遥は団子状に丸めたタネをペタンと押し潰して、ぽろんと呟く。
「ナースは強要されてるのかしらん?」
「強要? 強い言葉に感じるけど。誰に? 何を?」
「誰なのかな、わからないけど。イライラして気持ちの余裕がなくて、苦しそうだった」
玲而は遥の隣で、さり気なく表情の変化や目の動きを観察しながら、静かに次の言葉を待った。
「忙しくて、イライラしてるのかな」
遥は自分の言葉に全く納得できないようで、首を傾げた。
「そう。タスクが積み重なってくると、余裕は相対的に減るけれども。例えば医療保護入院の患者が三人、もしくは半日外来に拘束されながら二人重なったら、僕は手続きに忙殺される。残業も確定する。『その話、今じゃなきゃダメかな? あとにしてくれる』ってスタッフの話を遮ることもあるよ。聞かなきゃとは思うんだけど」
「ふうむ。それは致し方ないと思いますのん。
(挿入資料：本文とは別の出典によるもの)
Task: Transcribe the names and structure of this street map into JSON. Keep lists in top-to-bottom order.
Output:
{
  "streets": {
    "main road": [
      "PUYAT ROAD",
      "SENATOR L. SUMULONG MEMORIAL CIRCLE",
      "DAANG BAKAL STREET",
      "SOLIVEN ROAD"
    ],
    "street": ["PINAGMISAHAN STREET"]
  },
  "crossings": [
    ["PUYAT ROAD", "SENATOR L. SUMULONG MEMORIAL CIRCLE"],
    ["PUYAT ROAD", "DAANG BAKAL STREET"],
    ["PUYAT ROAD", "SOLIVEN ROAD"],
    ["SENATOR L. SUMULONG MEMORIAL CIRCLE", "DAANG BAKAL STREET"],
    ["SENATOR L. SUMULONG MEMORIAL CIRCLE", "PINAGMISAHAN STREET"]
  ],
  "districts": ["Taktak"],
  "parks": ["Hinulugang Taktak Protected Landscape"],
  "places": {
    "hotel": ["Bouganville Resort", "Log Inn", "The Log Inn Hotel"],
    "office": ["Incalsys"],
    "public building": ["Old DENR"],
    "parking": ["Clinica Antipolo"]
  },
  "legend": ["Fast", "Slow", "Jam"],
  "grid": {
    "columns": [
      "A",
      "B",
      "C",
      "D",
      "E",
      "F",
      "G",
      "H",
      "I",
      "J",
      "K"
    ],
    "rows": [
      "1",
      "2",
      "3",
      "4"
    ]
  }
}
身体はひとつ、一日は二十四時間なんだわ」
「遥ちゃんは、ナースが何を強要されていると感じたんだろうね」
「強要。何なのかしらん……?」
タネをバッター液にくぐらせ、パン粉の山に埋もれさせて上からそっと押さえていたとき、階段を二段飛ばしに駆け上がる音がして、リビングルームのドアが開いた。
「コロッケ!」
額に汗を光らせ、頬の筋肉を最大まで持ち上げた稜而が弾む声で叫んだ。